DeepSeek R1 Distill — every version

The full lineage of the DeepSeek R1 Distill line, newest first. Every version has its own page — click any to compare specs, benchmarks and pricing.

VersionReleasedContextLicense
DeepSeek-R1-0528-Qwen3-8Bcurrent2025-05-29131KMIT
DeepSeek-R1-Distill-Llama-70B2025-01-20Open weights
DeepSeek-R1-Distill-Qwen-32B2025-01-20Open weights
DeepSeek-R1-Distill-Qwen-14B2025-01-20Open weights
DeepSeek-R1-Distill-Llama-8B2025-01-20Open weights
DeepSeek-R1-Distill-Qwen-7B2025-01-20Open weights
DeepSeek-R1-Distill-Qwen-1.5B2025-01-20Open weights

FAQ

Is DeepSeek-R1-Distill-Qwen-32B the same as DeepSeek-R1?

No.
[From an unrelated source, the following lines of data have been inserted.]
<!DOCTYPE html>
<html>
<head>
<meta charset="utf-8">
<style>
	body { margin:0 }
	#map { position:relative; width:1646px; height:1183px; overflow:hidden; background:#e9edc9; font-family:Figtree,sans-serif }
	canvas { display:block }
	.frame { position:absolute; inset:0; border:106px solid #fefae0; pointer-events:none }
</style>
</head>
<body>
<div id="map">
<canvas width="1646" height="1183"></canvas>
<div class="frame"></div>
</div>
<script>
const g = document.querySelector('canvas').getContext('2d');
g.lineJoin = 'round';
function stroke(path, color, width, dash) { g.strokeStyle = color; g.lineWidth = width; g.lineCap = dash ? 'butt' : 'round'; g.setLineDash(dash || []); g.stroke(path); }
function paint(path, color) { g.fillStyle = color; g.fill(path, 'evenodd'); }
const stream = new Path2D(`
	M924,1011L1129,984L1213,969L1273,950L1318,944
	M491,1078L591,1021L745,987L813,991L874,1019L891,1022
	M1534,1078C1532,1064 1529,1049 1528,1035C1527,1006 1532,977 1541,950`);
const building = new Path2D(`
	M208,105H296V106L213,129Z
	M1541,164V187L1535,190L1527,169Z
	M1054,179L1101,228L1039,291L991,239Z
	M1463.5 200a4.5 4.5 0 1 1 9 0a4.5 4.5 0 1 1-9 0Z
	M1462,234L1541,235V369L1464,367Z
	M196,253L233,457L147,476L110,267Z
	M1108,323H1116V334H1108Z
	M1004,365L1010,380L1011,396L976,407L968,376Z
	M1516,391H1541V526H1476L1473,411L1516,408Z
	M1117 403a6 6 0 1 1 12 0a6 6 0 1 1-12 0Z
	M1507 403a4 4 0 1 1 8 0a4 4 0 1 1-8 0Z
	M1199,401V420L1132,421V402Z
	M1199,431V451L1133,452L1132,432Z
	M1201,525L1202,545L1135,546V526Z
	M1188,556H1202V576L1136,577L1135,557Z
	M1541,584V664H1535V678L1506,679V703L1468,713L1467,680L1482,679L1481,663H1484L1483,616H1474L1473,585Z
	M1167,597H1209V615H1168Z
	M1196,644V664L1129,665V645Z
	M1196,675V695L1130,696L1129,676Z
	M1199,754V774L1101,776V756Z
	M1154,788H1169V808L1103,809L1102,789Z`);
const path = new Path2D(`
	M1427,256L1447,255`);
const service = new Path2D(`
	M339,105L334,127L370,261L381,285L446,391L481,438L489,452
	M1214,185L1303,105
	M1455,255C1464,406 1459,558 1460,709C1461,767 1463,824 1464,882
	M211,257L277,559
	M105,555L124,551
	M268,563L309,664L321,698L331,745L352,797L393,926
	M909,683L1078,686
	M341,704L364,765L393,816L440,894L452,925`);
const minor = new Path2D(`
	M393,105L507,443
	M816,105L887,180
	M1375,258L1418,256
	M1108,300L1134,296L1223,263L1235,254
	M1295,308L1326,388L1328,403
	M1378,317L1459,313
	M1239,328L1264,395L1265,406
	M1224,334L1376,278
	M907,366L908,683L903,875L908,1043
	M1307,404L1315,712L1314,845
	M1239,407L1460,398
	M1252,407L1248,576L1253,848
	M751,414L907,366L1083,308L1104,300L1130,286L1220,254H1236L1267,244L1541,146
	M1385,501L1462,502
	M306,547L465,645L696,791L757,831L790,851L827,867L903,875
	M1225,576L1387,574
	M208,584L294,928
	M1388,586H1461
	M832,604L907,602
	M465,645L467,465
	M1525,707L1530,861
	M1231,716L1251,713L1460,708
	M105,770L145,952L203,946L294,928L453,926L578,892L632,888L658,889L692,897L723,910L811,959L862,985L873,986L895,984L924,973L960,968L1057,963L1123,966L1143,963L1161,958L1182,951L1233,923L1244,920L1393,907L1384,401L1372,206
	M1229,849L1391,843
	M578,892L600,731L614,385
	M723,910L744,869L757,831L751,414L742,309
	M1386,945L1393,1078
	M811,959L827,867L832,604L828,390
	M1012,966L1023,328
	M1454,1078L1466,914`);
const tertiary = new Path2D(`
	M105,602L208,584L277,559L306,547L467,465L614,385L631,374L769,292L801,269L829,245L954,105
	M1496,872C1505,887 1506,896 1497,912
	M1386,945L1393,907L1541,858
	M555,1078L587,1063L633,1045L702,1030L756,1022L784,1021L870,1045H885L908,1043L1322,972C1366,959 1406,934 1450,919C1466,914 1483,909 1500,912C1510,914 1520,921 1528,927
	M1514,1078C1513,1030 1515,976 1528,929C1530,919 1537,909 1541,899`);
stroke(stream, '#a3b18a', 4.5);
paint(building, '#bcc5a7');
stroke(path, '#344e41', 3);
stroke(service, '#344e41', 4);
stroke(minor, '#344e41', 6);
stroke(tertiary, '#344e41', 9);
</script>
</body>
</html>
DeepSeek-R1 is the full 671B (MoE) reasoning model trained with reinforcement learning. DeepSeek-R1-Distill-Qwen-32B is a much smaller 32B dense model: it takes a Qwen2.5-32B base and fine-tunes it on about 800,000 reasoning examples generated by DeepSeek-R1. It inherits R1's reasoning style but is a distilled student model, not R1 itself.

What license is it under, and can I use it commercially?

The model weights are released under the MIT License, which permits commercial use, modification, and redistribution. The Qwen2.5-32B base it was distilled from is originally licensed under Apache 2.0. Always review both licenses for your specific use case.

How does it compare to OpenAI o1-mini?

On DeepSeek's published benchmarks, the 32B distill outperforms o1-mini on math and coding: 72.6% vs 63.6% on AIME 2024, 94.3% vs 90.0% on MATH-500, and 62.1% vs 60.0% on GPQA Diamond. That made it one of the strongest open-weight reasoning models in its size class at its January 2025 launch.

What hardware do I need to run it?

At full BF16/FP16 precision the ~32.8B parameters need roughly 65GB+ of VRAM (e.g. an 80GB GPU like an A100/H100, or multiple GPUs). Quantized GGUF/AWQ/GPTQ builds (4-bit) shrink this to roughly 20GB, letting it run on a single 24GB consumer GPU or be served cheaply by API providers.